Structure-Specific Ligand Recognition of Multistranded DNA Structures

Structural polymorphism is an extremely significant phenomenon of nucleic acids, in which DNA and RNA oligonucleotide sequences are able to adapt various canonical, alternative and multistranded structures. These alternative forms of DNA and RNA have an enormous potential of participating in various cellular processes by recognizing ligands such as proteins, drugs and metal ions in a sequence and structure-specific manner. Such DNA-ligand interactions prove to be highly beneficial when exploited for therapeutic purposes. Many of these DNA/RNA structures recognizing drugs have already proved their potential as anticancer, antibacterial, anthelmintic and antiviral properties. Over the last 2-3 decades, many mechanisms of DNA-drug interactions have been documented, but still many other new mechanisms are being explored.
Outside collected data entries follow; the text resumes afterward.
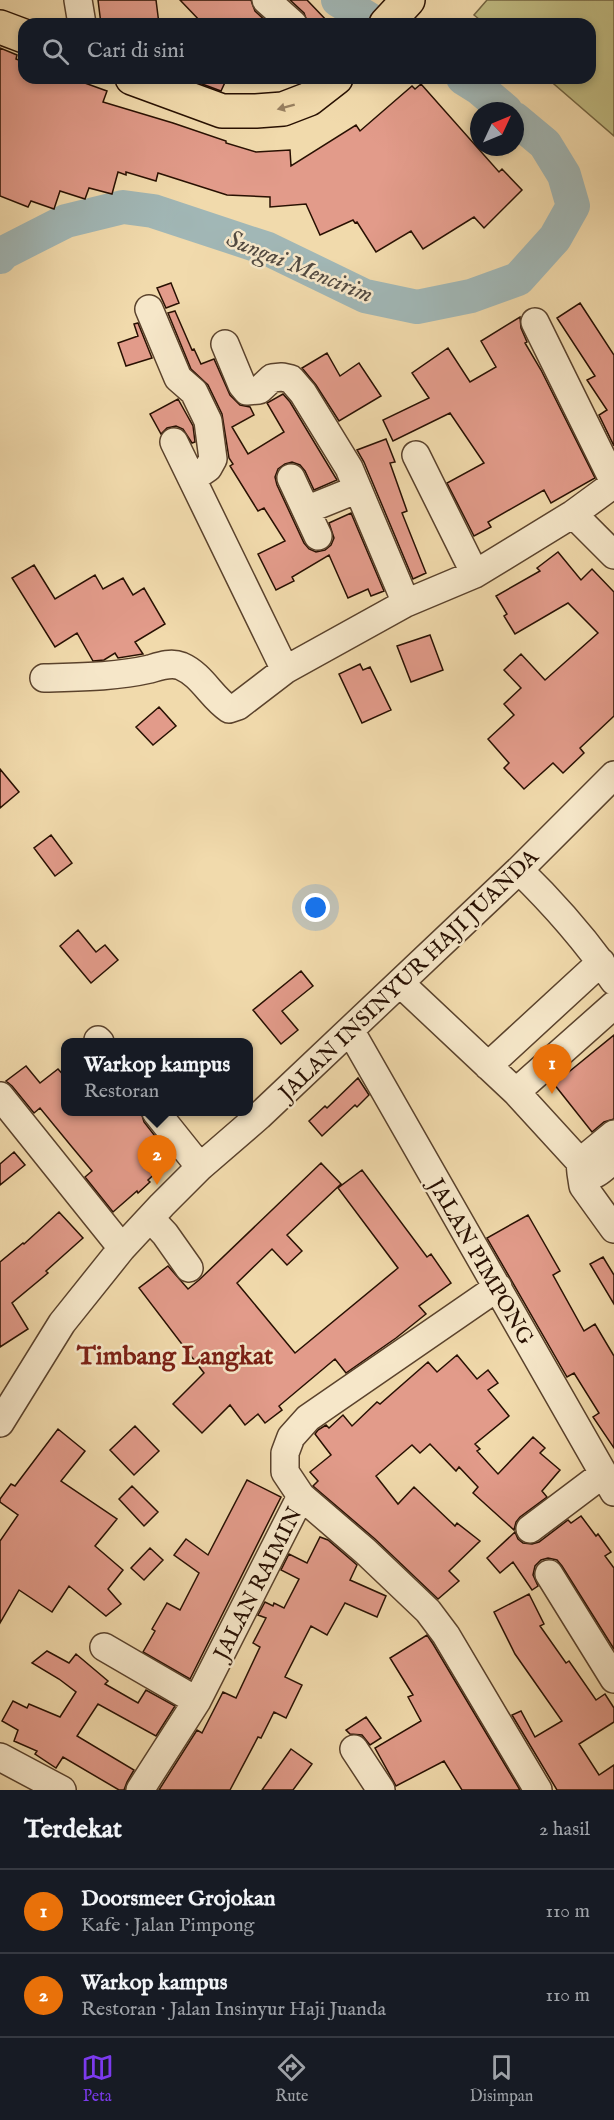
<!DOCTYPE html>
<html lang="id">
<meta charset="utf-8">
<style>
:root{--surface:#171b24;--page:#20242c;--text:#f1f3f6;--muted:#9ea1a6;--line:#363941;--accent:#7c3aed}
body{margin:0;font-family:"IM FELL English",serif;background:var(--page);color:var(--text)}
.compass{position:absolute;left:470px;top:102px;width:54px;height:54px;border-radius:50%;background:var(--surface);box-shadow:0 3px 9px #0003;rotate:46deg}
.you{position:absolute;left:316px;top:908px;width:21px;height:21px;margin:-15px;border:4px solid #fff;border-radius:50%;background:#1a73e8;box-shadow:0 0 0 9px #1a73e833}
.badge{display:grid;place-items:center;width:39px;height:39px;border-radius:50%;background:var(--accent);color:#fff;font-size:20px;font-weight:700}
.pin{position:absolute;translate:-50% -50px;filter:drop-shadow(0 2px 3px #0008)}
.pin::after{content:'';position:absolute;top:32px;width:21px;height:18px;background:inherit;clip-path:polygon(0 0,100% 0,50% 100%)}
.popup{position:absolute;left:61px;top:1038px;width:192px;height:78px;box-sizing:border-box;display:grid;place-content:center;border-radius:12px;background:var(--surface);filter:drop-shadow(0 2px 4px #0005);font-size:20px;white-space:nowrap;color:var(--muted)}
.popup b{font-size:22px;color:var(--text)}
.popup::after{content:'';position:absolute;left:50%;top:100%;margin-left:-12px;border:12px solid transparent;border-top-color:var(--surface)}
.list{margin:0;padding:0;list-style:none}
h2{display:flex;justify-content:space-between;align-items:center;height:78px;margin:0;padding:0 24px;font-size:26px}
h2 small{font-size:20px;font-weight:400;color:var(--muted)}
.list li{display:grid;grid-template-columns:39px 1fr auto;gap:18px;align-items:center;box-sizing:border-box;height:84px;padding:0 24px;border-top:2px solid var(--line)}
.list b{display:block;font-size:22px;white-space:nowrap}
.list p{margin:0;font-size:20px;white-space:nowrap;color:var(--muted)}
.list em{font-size:20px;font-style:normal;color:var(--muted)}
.icon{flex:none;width:33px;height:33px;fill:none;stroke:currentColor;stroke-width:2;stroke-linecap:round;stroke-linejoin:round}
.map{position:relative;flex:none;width:614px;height:1790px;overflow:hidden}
.search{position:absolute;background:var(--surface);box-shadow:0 3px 9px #0003;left:18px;right:18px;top:18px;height:66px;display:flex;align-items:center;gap:15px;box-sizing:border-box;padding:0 21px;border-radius:18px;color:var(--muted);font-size:22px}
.sheet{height:246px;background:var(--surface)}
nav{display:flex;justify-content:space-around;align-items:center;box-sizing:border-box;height:84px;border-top:2px solid var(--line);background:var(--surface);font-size:16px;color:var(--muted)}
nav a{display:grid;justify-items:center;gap:3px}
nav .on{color:var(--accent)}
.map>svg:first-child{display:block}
.green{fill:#c1bd84;stroke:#746643;stroke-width:1.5}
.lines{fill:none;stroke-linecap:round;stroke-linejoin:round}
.river{stroke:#a1b7b6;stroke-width:34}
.building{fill:#e29b8a;stroke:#281002;stroke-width:1.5}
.minor-casing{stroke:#5a422c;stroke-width:30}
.major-casing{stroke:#281002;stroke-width:36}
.minor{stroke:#f6e7c9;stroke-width:27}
.major{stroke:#f1daac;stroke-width:33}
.oneway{fill:#977f60}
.labels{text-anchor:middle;stroke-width:5;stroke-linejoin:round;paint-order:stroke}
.street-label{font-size:22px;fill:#281002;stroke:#f6e7c9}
.water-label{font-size:24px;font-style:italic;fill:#524a41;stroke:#f6e7c9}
.quarter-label{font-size:26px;font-weight:bold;fill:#7a1f14;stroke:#f6e7c9}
</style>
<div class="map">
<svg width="614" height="1790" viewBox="0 0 614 1790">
<rect width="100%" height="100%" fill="#f1daac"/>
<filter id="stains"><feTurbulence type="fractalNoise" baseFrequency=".00333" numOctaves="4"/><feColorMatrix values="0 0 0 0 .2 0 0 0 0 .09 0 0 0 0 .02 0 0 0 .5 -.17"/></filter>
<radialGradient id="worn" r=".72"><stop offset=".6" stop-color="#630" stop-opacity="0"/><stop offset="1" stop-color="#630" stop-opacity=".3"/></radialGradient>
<path class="green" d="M 487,0 L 614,0 L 614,136 L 547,78 L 590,78 L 590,24 L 485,24 L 474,15 Z"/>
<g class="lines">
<path class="river" d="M 338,0 L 377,24
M 463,78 L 479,88 L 506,111
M 0,257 L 3,253 L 66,221 L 123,207 L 153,211 L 268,249 L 365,296 L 417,307 L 471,296 L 518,279 L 555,238 L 573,206 L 564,175 L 545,144 L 515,119"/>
</g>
<path class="building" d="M 98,0 L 156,0 L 159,24 L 101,24 Z
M 180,0 L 251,0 L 255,11 L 269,24 L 203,24 Z
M 290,0 L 307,0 L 330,24 L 308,24 L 304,13 Z
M 0,48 L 17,55 L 16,59 L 24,62 L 24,78 L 71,78 L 107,91 L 103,102 L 173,123 L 226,141 L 226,143 L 256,152 L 290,150 L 291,166 L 356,125 L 360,131 L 412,86 L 415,89 L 421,84 L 499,172 L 502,169 L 522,190 L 484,228 L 474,217 L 423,249 L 411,231 L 376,252 L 357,222 L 355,223 L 353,220 L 320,235 L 306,204 L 270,207 L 270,197 L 227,195 L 158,173 L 156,181 L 126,172 L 126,175 L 118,172 L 112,194 L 89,188 L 85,199 L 60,191 L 54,209 L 31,201 L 28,207 L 0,196 Z
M 186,78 L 227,78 L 221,91 Z
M 171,283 L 179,303 L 166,308 L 157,288 Z
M 580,303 L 614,355 L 614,446 L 599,415 L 607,410 L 587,380 L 595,376 L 557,318 Z
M 175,311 L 192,350 L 194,349 L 201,364 L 214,359 L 230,395 L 240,405 L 250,407 L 254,415 L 232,427 L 248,454 L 284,432 L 267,403 L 283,394 L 290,402 L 337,480 L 314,490 L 305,471 L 300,465 L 292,462 L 285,464 L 278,469 L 275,477 L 277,485 L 304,543 L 309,549 L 316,552 L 325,550 L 331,545 L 334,538 L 329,523 L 351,513 L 384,591 L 371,596 L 368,589 L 348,598 L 329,555 L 292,577 L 294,581 L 276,590 L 258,554 L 285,541 L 264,508 L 258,511 L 230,466 L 233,464 L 229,458 L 222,414 L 208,385 L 191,369 L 168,313 Z
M 520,317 L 521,328 L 527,342 L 525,343 L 541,370 L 595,478 L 551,503 L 544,490 L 488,522 L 491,527 L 474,536 L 447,483 L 484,463 L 450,413 L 393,441 L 383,420 L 429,398 L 412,373 L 448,348 L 470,382 L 496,367 L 481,341 Z
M 138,323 L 152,358 L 126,366 L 118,343 L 138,336 L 134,324 Z
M 327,353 L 340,376 L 359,363 L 381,396 L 339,421 L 316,385 L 302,368 Z
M 178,399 L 193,426 L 195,442 L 192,443 L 183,429 L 176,426 L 167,428 L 161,434 L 150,414 Z
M 386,439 L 395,462 L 390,463 L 407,511 L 402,513 L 426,573 L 413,579 L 364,462 L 357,450 Z
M 558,552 L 581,580 L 592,569 L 614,592 L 614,716 L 580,748 L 584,753 L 563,773 L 553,763 L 524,789 L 504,768 L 509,763 L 488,739 L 514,715 L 504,704 L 521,688 L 504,670 L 521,654 L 545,680 L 598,633 L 568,603 L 515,634 L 504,616 L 507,614 L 496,596 L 540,571 L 537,568 Z
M 34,565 L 55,599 L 95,575 L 103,589 L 123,578 L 133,595 L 144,588 L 165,624 L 135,642 L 143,654 L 118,658 L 115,653 L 104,660 L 93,661 L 77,633 L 55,647 L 12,578 Z
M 430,635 L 443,670 L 411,682 L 397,646 Z
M 360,664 L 363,670 L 370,667 L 391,710 L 362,723 L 339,674 Z
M 159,707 L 176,726 L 153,745 L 136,727 Z
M 0,769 L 19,792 L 0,808 Z
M 51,835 L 72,863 L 55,876 L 34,848 Z
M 78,930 L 96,952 L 105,945 L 118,960 L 91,983 L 60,946 Z
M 301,971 L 313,986 L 282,1011 L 298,1030 L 281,1044 L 253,1010 Z
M 614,1035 L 614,1119 L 604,1122 L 592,1132 L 554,1084 Z
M 26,1066 L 40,1083 L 58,1069 L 66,1078 L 66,1112 L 141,1112 L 144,1122 L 172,1158 L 148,1180 L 150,1182 L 138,1193 L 137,1191 L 113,1212 L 85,1177 L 92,1171 L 72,1147 L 40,1108 L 34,1113 L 12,1086 L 6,1081 Z
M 358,1078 L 369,1095 L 357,1107 L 355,1105 L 322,1136 L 309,1121 L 325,1106 L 327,1108 Z
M 14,1152 L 25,1165 L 0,1185 L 0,1164 Z
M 321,1163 L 341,1184 L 287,1235 L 302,1251 L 287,1265 L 272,1249 L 237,1283 L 295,1353 L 398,1268 L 338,1188 L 362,1170 L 427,1257 L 431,1254 L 451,1283 L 419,1306 L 426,1314 L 396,1338 L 346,1373 L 335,1359 L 279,1406 L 282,1410 L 265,1423 L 258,1414 L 245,1425 L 230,1405 L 202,1433 L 173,1404 L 204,1373 L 139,1288 L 168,1266 L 188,1289 L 199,1280 Z
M 59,1212 L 83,1238 L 46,1271 L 48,1273 L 12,1303 L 28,1329 L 0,1347 L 0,1262 L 23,1243 L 24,1244 Z
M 528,1215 L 560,1271 L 553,1275 L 584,1331 L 595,1324 L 614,1356 L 614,1448 L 593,1417 L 599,1413 L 574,1373 L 567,1377 L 487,1238 Z
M 603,1257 L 614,1275 L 614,1304 L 590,1264 Z
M 457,1355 L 477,1379 L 488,1370 L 498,1383 L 488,1390 L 509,1416 L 475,1444 L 480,1449 L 477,1451 L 498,1474 L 533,1437 L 545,1448 L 540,1453 L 560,1470 L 542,1491 L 547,1497 L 520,1517 L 516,1522 L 514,1530 L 473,1493 L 478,1487 L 459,1467 L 456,1471 L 430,1444 L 420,1453 L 412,1445 L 376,1476 L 398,1504 L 414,1487 L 455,1526 L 457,1523 L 480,1541 L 449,1571 L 459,1581 L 438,1599 L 375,1539 L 313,1486 L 318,1481 L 310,1472 L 331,1455 L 315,1434 L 318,1430 L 326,1425 L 329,1428 L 343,1415 L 352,1426 L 377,1402 L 380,1404 L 428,1362 L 437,1372 Z
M 135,1426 L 159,1451 L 134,1475 L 110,1450 Z
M 58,1429 L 85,1451 L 61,1481 L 117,1519 L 95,1546 L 123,1570 L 108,1589 L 121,1604 L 106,1616 L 69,1586 L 52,1612 L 19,1590 L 0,1623 L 0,1541 L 18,1515 L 0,1502 L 0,1499 L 11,1484 L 15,1486 Z
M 247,1480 L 281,1497 L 190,1679 L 143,1652 L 155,1631 L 152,1629 L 167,1603 L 180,1610 L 199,1573 L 174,1555 L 186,1539 L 208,1555 Z
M 132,1486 L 158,1512 L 144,1526 L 119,1499 Z
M 581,1516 L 596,1536 L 598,1534 L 611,1552 L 605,1556 L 614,1568 L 614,1649 L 562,1566 L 557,1560 L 548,1558 L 541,1560 L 535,1566 L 533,1575 L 538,1586 L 532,1590 L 513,1562 L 500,1573 L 487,1558 L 515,1532 L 518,1539 L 523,1543 L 532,1544 L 539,1542 L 568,1520 L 571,1523 Z
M 320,1537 L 328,1540 L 357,1565 L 350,1580 L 386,1596 L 377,1617 L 345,1603 L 327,1635 L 311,1626 L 285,1677 L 302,1685 L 286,1718 L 274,1712 L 261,1738 L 258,1737 L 230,1790 L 159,1790 L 197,1730 L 202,1733 L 223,1692 L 236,1698 L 260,1647 L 253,1643 L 266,1618 L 258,1615 L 265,1602 L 273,1606 L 274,1603 L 284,1608 L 299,1579 L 281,1570 L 289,1554 L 307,1563 Z
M 150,1548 L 163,1560 L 144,1580 L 131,1568 Z
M 529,1594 L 544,1624 L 540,1626 L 566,1663 L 569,1661 L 596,1700 L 605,1694 L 614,1708 L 614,1722 L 579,1744 L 599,1775 L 614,1765 L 614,1790 L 557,1790 L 512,1715 L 521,1711 L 535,1737 L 562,1721 L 515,1654 L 494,1612 Z
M 427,1635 L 433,1644 L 520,1790 L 462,1790 L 444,1761 L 396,1786 L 375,1748 L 421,1721 L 408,1697 L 413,1695 L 390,1658 Z
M 47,1651 L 69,1663 L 76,1654 L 108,1681 L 105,1684 L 138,1703 L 146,1690 L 175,1706 L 156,1736 L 98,1704 L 77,1736 L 134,1770 L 127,1782 L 124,1790 L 119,1790 L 63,1757 L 56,1768 L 35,1754 L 37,1751 L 14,1741 L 18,1730 L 2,1721 L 13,1701 L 27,1708 L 29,1704 L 60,1717 L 76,1692 L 59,1679 L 32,1663 Z
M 366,1717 L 381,1738 L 370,1745 L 362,1735 L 350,1734 L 346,1730 Z
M 291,1749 L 312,1764 L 293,1790 L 262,1790 Z"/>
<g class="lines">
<g class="minor-casing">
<path id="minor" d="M 78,0 L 82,24
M 266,0 L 293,24
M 149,309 L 178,378 L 194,392 L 208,421 L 213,459 L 208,468 L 192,479
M 535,322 L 614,482
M 225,344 L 242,385 L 247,391 L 259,390 L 272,378 L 282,377 L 291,379 L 303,393 L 349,468 L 406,603
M 174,442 L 285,670
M 416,455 L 475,574
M 291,478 L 318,536
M 306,510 L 358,489
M 573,514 L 614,555
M 44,678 C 79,677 115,677 150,669 C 160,666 171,662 181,666 C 202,675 211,697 229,709 L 238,706 L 285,670 L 406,603 L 475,574 L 573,514 L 614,484
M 519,870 C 553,903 587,942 614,981
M 400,983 L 516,1092 L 580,1162 L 581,1173 C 594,1181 604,1167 614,1159
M 350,1030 L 614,1492
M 98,1040 L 100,1042
M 488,1066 L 601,962
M 516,1092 L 614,1005
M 0,1096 L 122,1248
M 156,1112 L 200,1167
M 580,1162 L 614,1134
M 581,1173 L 583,1186 L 614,1229
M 150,1218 L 165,1234 L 189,1268
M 498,1287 L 308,1418 L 291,1437 L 285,1453 L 285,1472 L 301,1496 L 365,1551 L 428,1611 L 446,1635 L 538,1790
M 0,1423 L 62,1323 L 122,1248 L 162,1205 L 200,1167 L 259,1116 L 519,870 L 614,775
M 530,1529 L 603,1474
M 549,1574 L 614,1679
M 104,1647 L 197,1701
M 354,1749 L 381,1790
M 0,1757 L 62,1790
M 140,1790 L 197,1701 L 301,1496"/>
</g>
<g class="major-casing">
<path id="major" d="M 386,24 L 408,0
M 0,27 L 24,36
M 132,78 L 222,111 L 256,111 L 283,109 L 309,99 L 336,78"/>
</g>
<use href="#minor" class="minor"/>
<use href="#major" class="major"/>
</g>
<defs><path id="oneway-solid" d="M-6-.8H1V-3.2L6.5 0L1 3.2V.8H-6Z" transform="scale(1.5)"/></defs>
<use class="oneway" href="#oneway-solid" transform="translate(286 107) rotate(165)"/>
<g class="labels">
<g class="street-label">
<text transform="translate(408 974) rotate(-44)" y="8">JALAN INSINYUR HAJI JUANDA</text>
<text transform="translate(482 1261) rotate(60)" y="8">JALAN PIMPONG</text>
<text transform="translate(257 1583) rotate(-63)" y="8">JALAN RAIMIN</text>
</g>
<g class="water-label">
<text transform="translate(300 266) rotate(22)" y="8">Sungai Mencirim</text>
</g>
<g class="quarter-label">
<text x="175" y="1364">Timbang Langkat</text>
</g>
</g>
<rect width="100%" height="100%" filter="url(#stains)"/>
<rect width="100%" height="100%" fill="url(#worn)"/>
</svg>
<svg class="compass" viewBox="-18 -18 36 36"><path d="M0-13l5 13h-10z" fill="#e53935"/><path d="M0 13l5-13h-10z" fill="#9ea1a6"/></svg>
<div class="you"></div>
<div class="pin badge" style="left:552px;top:1094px;background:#e8710a">1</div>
<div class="pin badge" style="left:157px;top:1185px;background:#e8710a">2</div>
<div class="popup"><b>Warkop kampus</b>Restoran</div>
<div class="search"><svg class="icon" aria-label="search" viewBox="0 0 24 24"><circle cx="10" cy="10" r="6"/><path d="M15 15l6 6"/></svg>Cari di sini</div>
</div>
<section class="sheet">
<h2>Terdekat<small>2 hasil</small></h2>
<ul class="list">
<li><span class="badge" style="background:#e8710a">1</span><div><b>Doorsmeer Grojokan</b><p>Kafe · Jalan Pimpong</p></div><em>110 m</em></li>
<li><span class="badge" style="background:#e8710a">2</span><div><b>Warkop kampus</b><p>Restoran · Jalan Insinyur Haji Juanda</p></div><em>110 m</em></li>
</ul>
</section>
<nav>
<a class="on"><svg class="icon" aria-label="map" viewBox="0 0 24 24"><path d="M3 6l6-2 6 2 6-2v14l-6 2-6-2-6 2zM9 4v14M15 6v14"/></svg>Peta</a>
<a><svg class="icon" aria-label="directions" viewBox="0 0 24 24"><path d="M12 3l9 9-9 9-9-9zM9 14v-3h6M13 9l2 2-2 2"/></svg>Rute</a>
<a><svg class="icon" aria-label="saved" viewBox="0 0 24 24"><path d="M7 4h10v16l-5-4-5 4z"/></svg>Disimpan</a>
</nav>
Designing new drugs with improved efficacy and specificity is of prime concern for all researchers which not only deals with the experiments related to synthesizing drugs, but also takes care of searching novel routes or agents for administration or delivery of these therapeutic agents by increasing their nuclear and cellular uptake. This review aims at explaining the structural polymorphs/multistranded DNA structures and their interactions with pharmaceutical drugs in a structure-specific manner, along with their modes of interactions and biological relevance. This detailed overview of multistranded DNA structures and interacting drugs might further facilitate our understanding about molecular targets and drug development in a more precise manner for the larger benefit of mankind.